La zona fue reconquistada en octubre por las fuerzas ucranianas, después de cuatro meses de ocupación rusa. Pero la guerra continúa, tal como recuerda la última bomba caída por la mañana cerca de su casa.

Vestida con un abrigo rosa flúor, Lisa tiene un tono de voz alegre, que no oculta su sensación de shock. En su conversación, alterna entre los regalos de los soldados, la explosión que la despertó, la cocina de su madre y las esquirlas que perforaron la puerta de casa.

“Hoy no estoy de buen humor por culpa de los bombardeos”, se excusa la niña.

Viktor, su padre, la acaricia con la mirada.

“Claro que tiene miedo. No hay nada más espantoso que la muerte que merodea a tu alrededor”, dice este electricista de 42 años, que regalará a su hija por Navidad un juguete donado por una asociación humanitaria.

Quienes todavía viven en Limán lo hacen en los sótanos de unos edificios destruidos. No hay apenas niños, y la mayoría de los vecinos que quedan son personas mayores.

Y es que muchas de las familias que huyeron “no tienen ningún motivo para volver”, dice Kostia Korovkin, padre de una niña de seis años, Nastia, escondida detrás de él. El hombre dice que no tienen adónde ir.

Sin amigos con los que jugar, Nastia pasa sus días entre el sótano y la calle, donde sale a veces con los perros del barrio. También sube de vez en cuando a la sexta planta del edificio, el único punto donde se capta internet, para poder seguir una clase.

– En un sótano de Bajmut –

En Bajmut, la guerra no acecha puntualmente, sino que golpea día y noche.

Esta ciudad es uno de los puntos clave de la línea de frente en el este de Ucrania. La artillería rusa la bombardea constantemente, y los soldados ucranianos que combaten aquí la describen como “un infierno en la tierra”.

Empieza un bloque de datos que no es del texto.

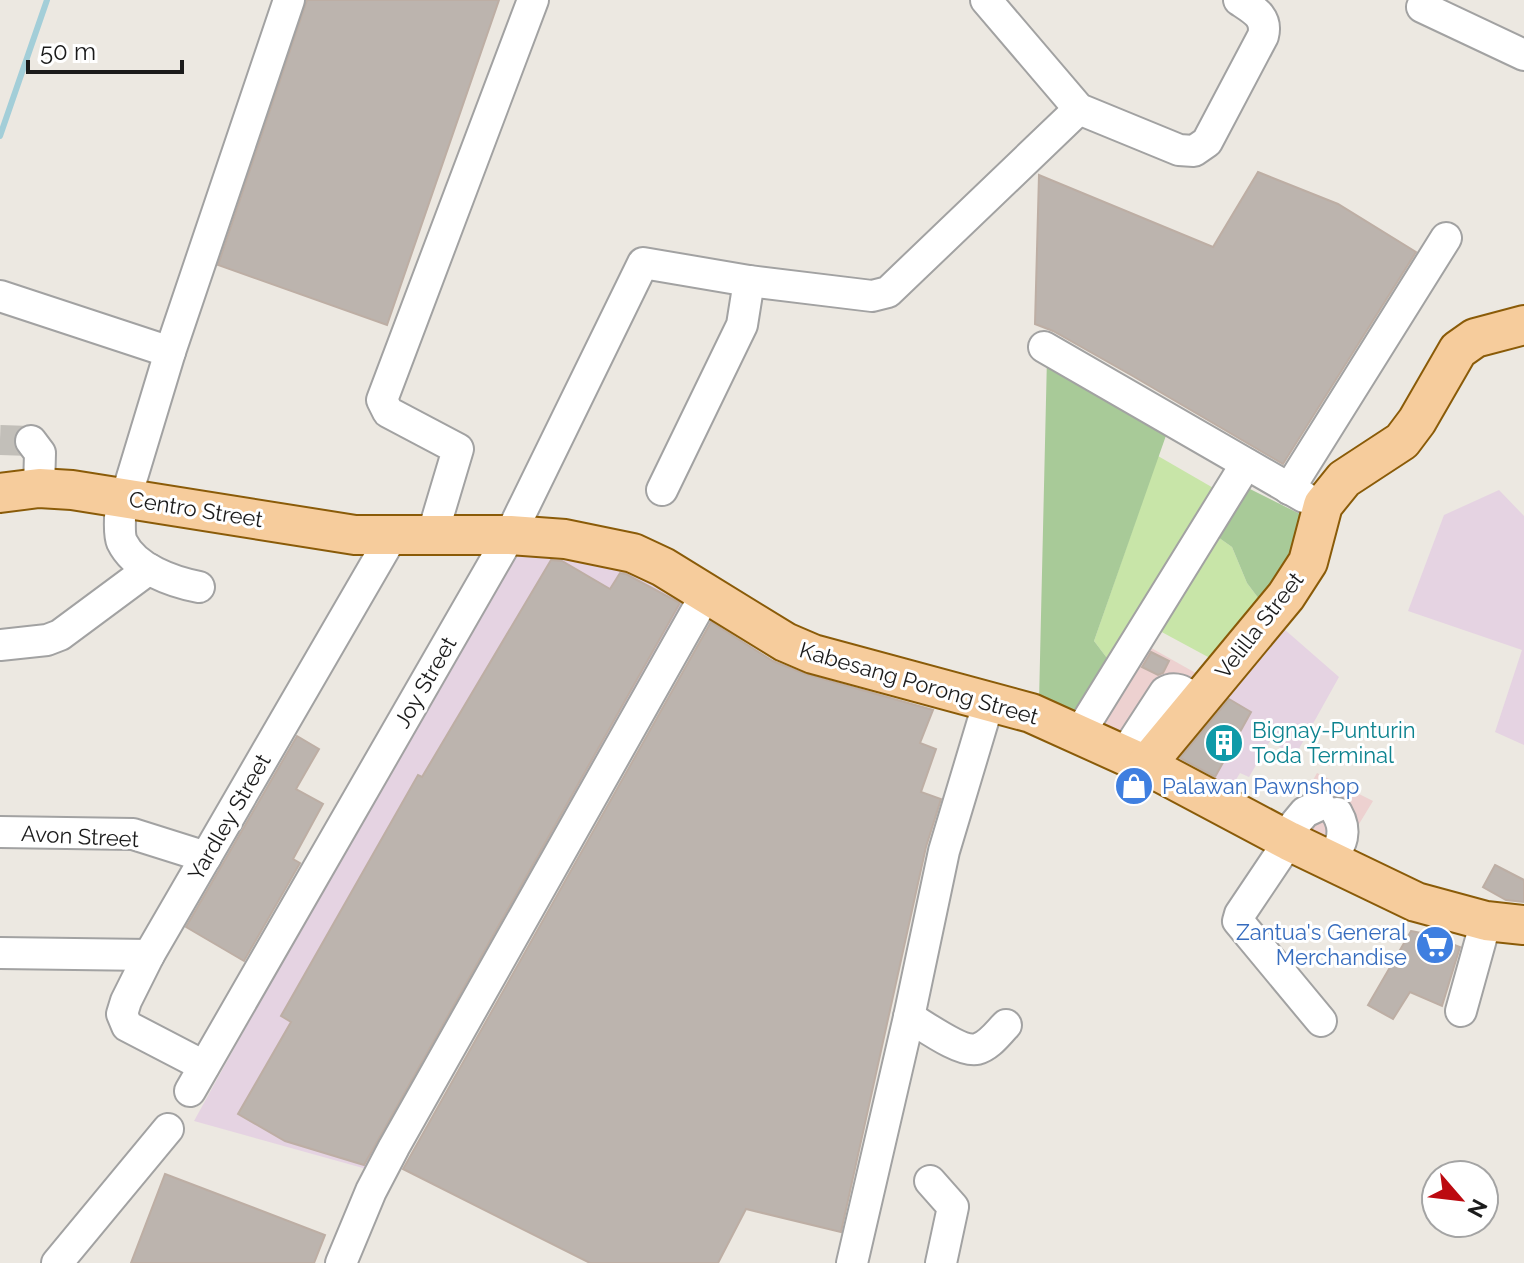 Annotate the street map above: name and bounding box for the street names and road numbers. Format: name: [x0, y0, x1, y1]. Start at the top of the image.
street label: Centro Street: [127, 486, 265, 533]
street label: Velilla Street: [1209, 566, 1309, 683]
street label: Joy Street: [388, 631, 462, 732]
street label: Kabesang Porong Street: [797, 636, 1042, 730]
street label: Yardley Street: [182, 748, 276, 885]
street label: Avon Street: [20, 820, 140, 852]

“Hola, soy Gleb”. En el fondo de un sótano acondicionado, donde viven desde hace ocho meses unas veinte personas, un adolescente de 14 años y de rostro serio, con el pelo muy corto y un zarcillo en la oreja, estrecha con firmeza la mano de los visitantes.

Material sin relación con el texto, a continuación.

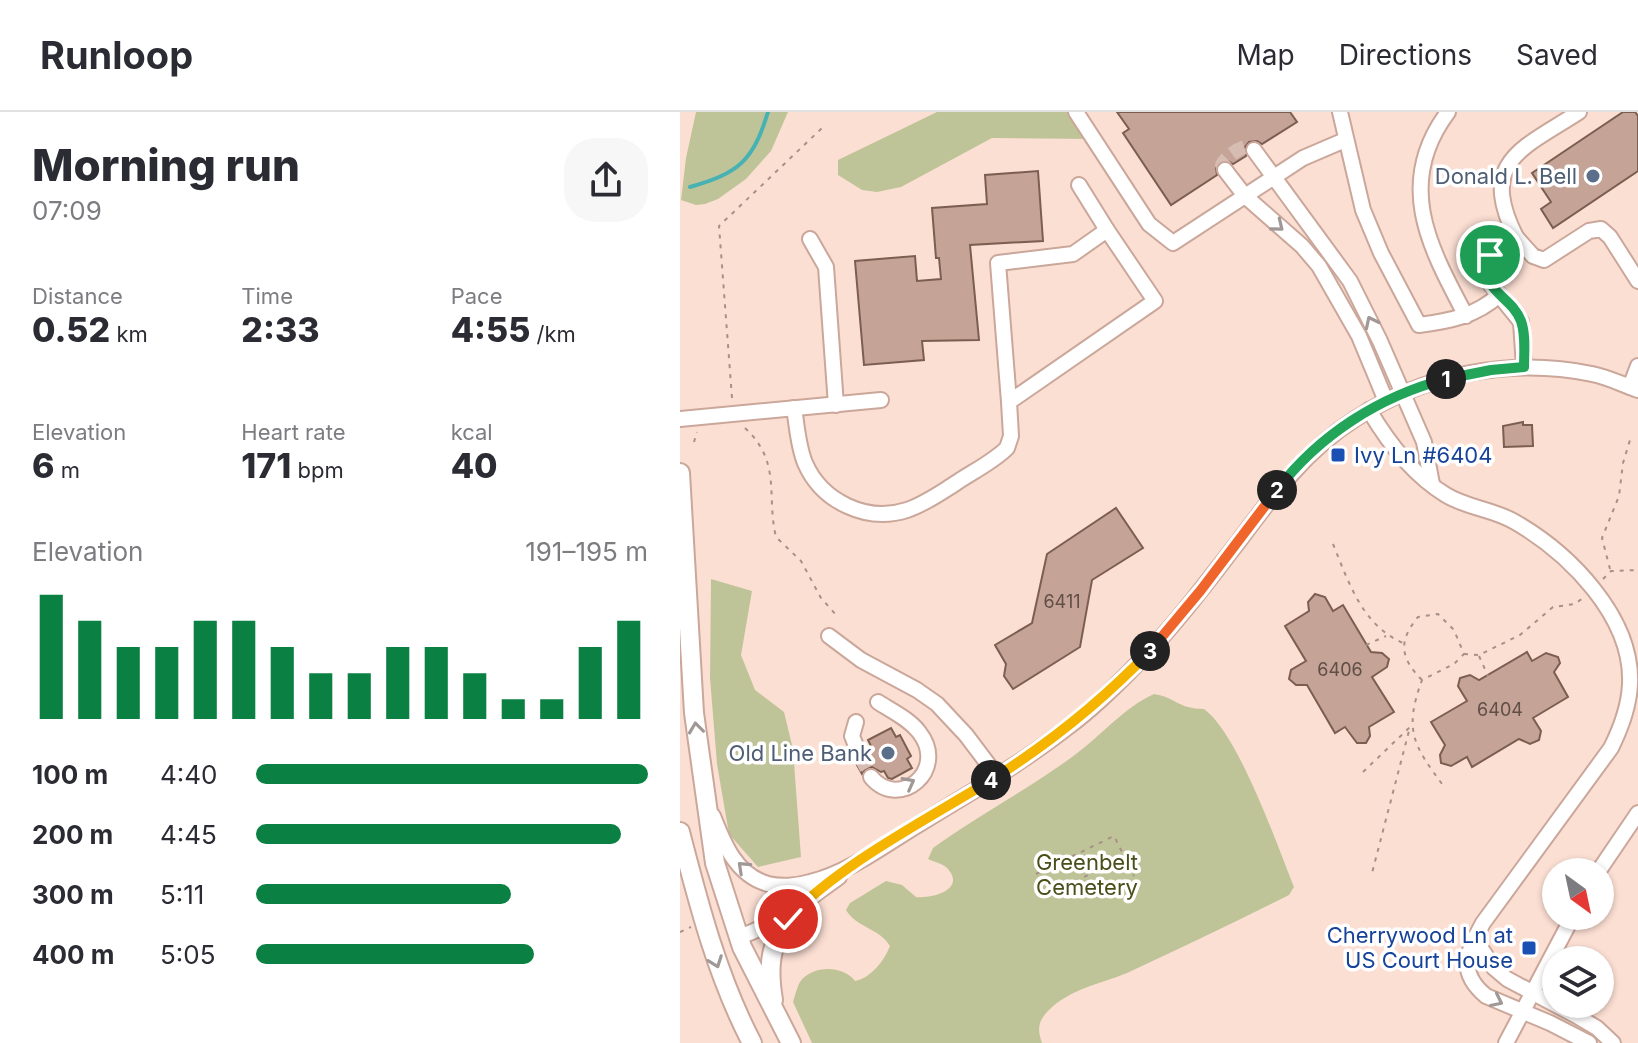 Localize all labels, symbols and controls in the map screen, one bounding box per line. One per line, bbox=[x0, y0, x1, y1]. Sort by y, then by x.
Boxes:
text: Runloop bbox=[40, 32, 193, 78]
text: Map bbox=[1236, 38, 1295, 72]
text: Directions bbox=[1339, 38, 1472, 72]
text: Saved bbox=[1516, 38, 1598, 72]
text: Morning run bbox=[32, 138, 300, 192]
button: share bbox=[564, 138, 648, 222]
place label: Donald L. Bell bbox=[1435, 163, 1577, 189]
marker: Donald L. Bell bbox=[1584, 167, 1602, 185]
text: 07:09 bbox=[32, 195, 102, 226]
one-way arrow bbox=[1269, 216, 1283, 231]
pin bbox=[1456, 221, 1524, 289]
icon: arrive bbox=[1468, 233, 1512, 277]
text: Distance bbox=[32, 283, 123, 309]
text: Time bbox=[241, 283, 293, 309]
text: Pace bbox=[451, 283, 502, 309]
text: 0.52 bbox=[32, 309, 110, 350]
text: 2:33 bbox=[241, 309, 320, 350]
text: 4:55 bbox=[451, 309, 530, 350]
one-way arrow bbox=[1365, 315, 1381, 330]
text: km bbox=[110, 321, 148, 347]
text: /km bbox=[530, 321, 576, 347]
pin: 1 bbox=[1426, 359, 1466, 399]
text: 1 bbox=[1441, 366, 1451, 392]
text: Elevation bbox=[32, 419, 126, 445]
text: Heart rate bbox=[241, 419, 346, 445]
text: kcal bbox=[451, 419, 493, 445]
place label: Ivy Ln #6404 bbox=[1354, 442, 1492, 468]
text: 6 bbox=[32, 445, 55, 486]
text: 171 bbox=[241, 445, 291, 486]
text: 40 bbox=[451, 445, 498, 486]
marker: Ivy Ln #6404 bbox=[1329, 446, 1347, 464]
text: m bbox=[55, 457, 80, 483]
text: bpm bbox=[291, 457, 344, 483]
pin: 2 bbox=[1257, 470, 1297, 510]
text: 2 bbox=[1270, 477, 1284, 503]
text: Elevation bbox=[32, 536, 143, 567]
text: 191–195 m bbox=[525, 536, 648, 567]
house number: 6411 bbox=[1043, 591, 1081, 612]
pin: 3 bbox=[1130, 631, 1170, 671]
text: 3 bbox=[1143, 638, 1157, 664]
house number: 6406 bbox=[1317, 659, 1363, 680]
house number: 6404 bbox=[1477, 699, 1523, 720]
one-way arrow bbox=[688, 721, 705, 734]
place label: Old Line Bank bbox=[729, 740, 872, 766]
marker: Old Line Bank bbox=[879, 744, 897, 762]
text: 100 m bbox=[32, 759, 108, 790]
text: 4:40 bbox=[160, 759, 217, 790]
pin: 4 bbox=[971, 760, 1011, 800]
text: 4 bbox=[984, 767, 998, 793]
one-way arrow bbox=[901, 778, 915, 793]
text: 200 m bbox=[32, 819, 113, 850]
text: 4:45 bbox=[160, 819, 217, 850]
park label: Greenbelt Cemetery bbox=[1036, 849, 1138, 900]
north arrow bbox=[1542, 858, 1614, 930]
map controls bbox=[1542, 858, 1614, 1018]
one-way arrow bbox=[738, 862, 752, 877]
text: 300 m bbox=[32, 879, 114, 910]
text: 5:11 bbox=[160, 879, 204, 910]
pin bbox=[754, 885, 822, 953]
icon: check bbox=[766, 897, 810, 941]
place label: Cherrywood Ln at US Court House bbox=[1327, 922, 1513, 973]
text: 400 m bbox=[32, 939, 115, 970]
text: 5:05 bbox=[160, 939, 216, 970]
marker: Cherrywood Ln at US Court House bbox=[1520, 939, 1538, 957]
button: layers bbox=[1542, 946, 1614, 1018]
one-way arrow bbox=[707, 955, 723, 969]
one-way arrow bbox=[1489, 991, 1504, 1007]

Es el único menor; todos los demás niños se han marchado.

Sus días transcurren casi exclusivamente en el sótano. Se acuesta tarde, ayuda a las personas mayores y cuida del gato negro que también se ha refugiado en este espacio, donde resuena el estruendo de las explosiones.

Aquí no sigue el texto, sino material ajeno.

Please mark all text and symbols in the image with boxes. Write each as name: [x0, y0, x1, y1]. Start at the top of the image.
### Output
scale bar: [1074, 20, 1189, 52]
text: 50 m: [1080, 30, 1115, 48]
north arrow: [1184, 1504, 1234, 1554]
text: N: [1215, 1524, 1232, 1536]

“He aprendido a reconocer los disparos que entran y los que salen”, dice Gleb Petrov, cuyo mayor sueño es poder “salir a pasear con un amigo”.

Para matar el tiempo, hace dibujos. “No los enseño, pero me gustan”, dice. También pasa su tiempo leyendo o jugando con su teléfono, cuando hay electricidad.

“No pienso en mi futuro, porque no sé lo que va a suceder dentro de una hora o dos, o mañana”, dice el muchacho.

– Estrés crónico –

En Bajmut siguen bloqueados cientos de niños, ya que sus padres no pueden o no quieren marcharse.

“Estos niños se han hecho ya adultos”, apunta Katherine Soldatova, voluntaria de una asociación que ha instalado un refugio en el sótano de una escuela.

“Están en una situación de inseguridad permanente. El mundo puede traicionarlos a cada instante, todo puede destruirse en un momento”, explica la psicóloga Alona Yukianchuk, de la organización ucraniana SOS Children’s village.

“Lo difícil es que sus padres también están estresados y concentrados en sobrevivir”, añade.

Y ese estrés crónico “afecta la capacidad de concentración y los recursos cognitivos”, e incluso puede provocar trastornos graves a medio y largo plazo, destaca la psicóloga, que pese a todo no quiere hablar de una generación perdida.

“Voy a intentar ser un poco optimista. No hay lugar seguro en Ucrania, pero sólo un pequeño porcentaje de niños vive en la línea de frente. Necesitarán un seguimiento, pero estoy segura de que muchos encontrarán los recursos” para seguir adelante, asevera.